### SOURCE INFORMATION
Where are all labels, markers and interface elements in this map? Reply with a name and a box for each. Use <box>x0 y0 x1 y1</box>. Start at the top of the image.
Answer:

==

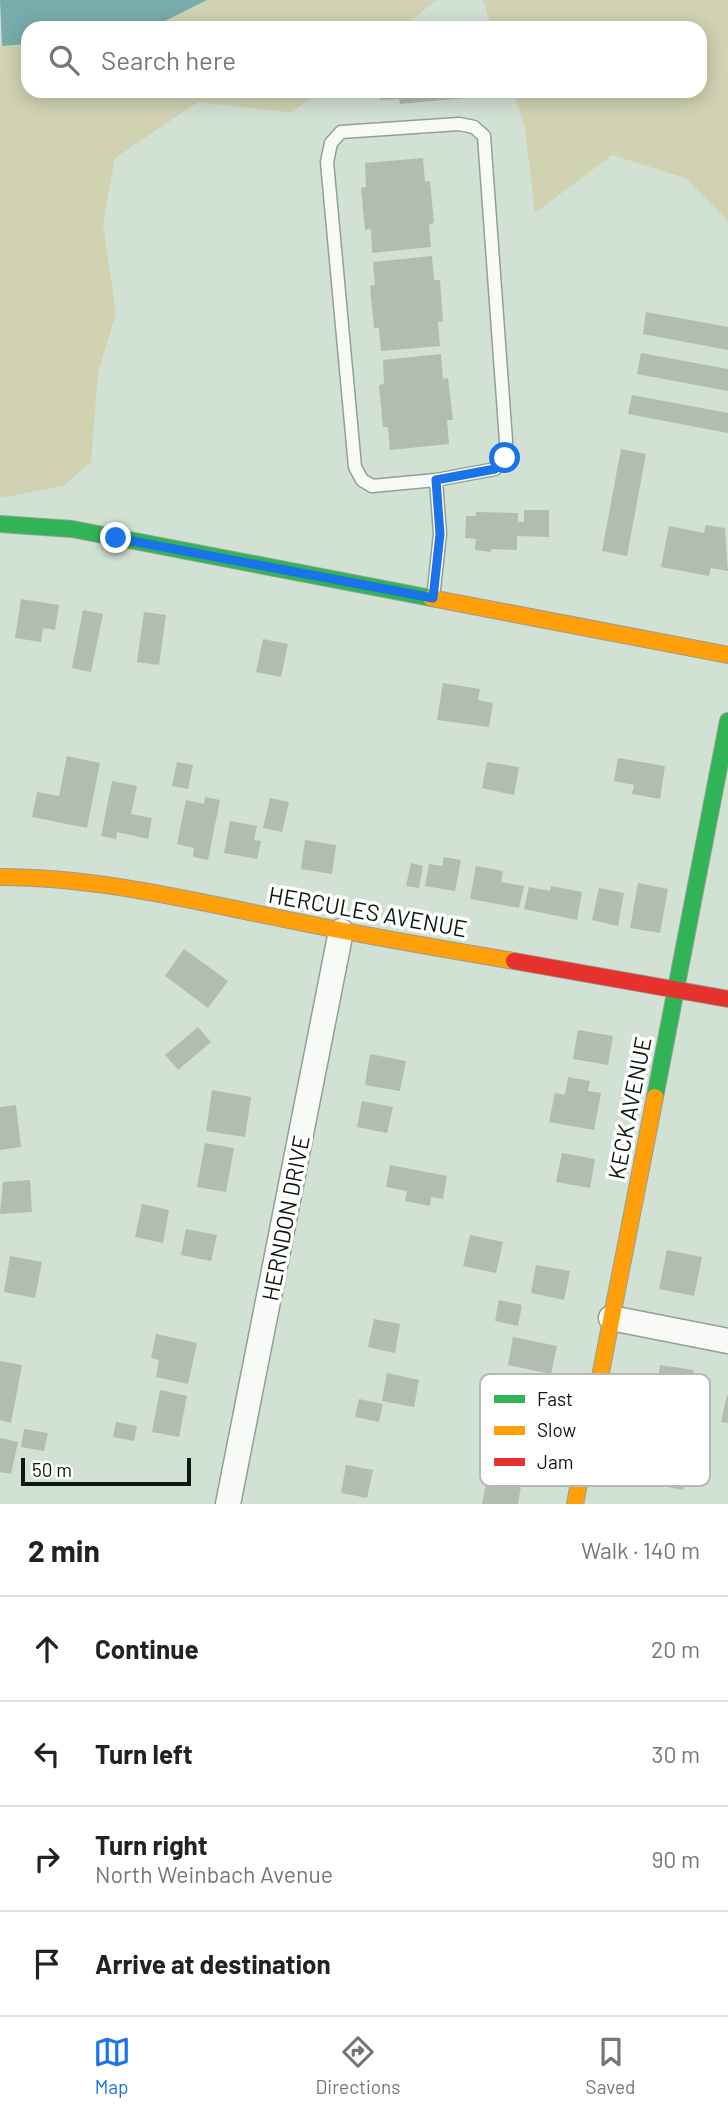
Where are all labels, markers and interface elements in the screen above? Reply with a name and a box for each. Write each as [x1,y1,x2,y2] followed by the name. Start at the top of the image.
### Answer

...

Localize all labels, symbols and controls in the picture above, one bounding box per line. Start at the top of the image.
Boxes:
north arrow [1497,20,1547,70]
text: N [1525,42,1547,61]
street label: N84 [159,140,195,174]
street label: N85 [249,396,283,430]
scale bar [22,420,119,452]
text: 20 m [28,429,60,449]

### ACTIVITY
Only a number is wanted: how many lines above include "with"?

### RESPONSE TO THIS EXERCISE
2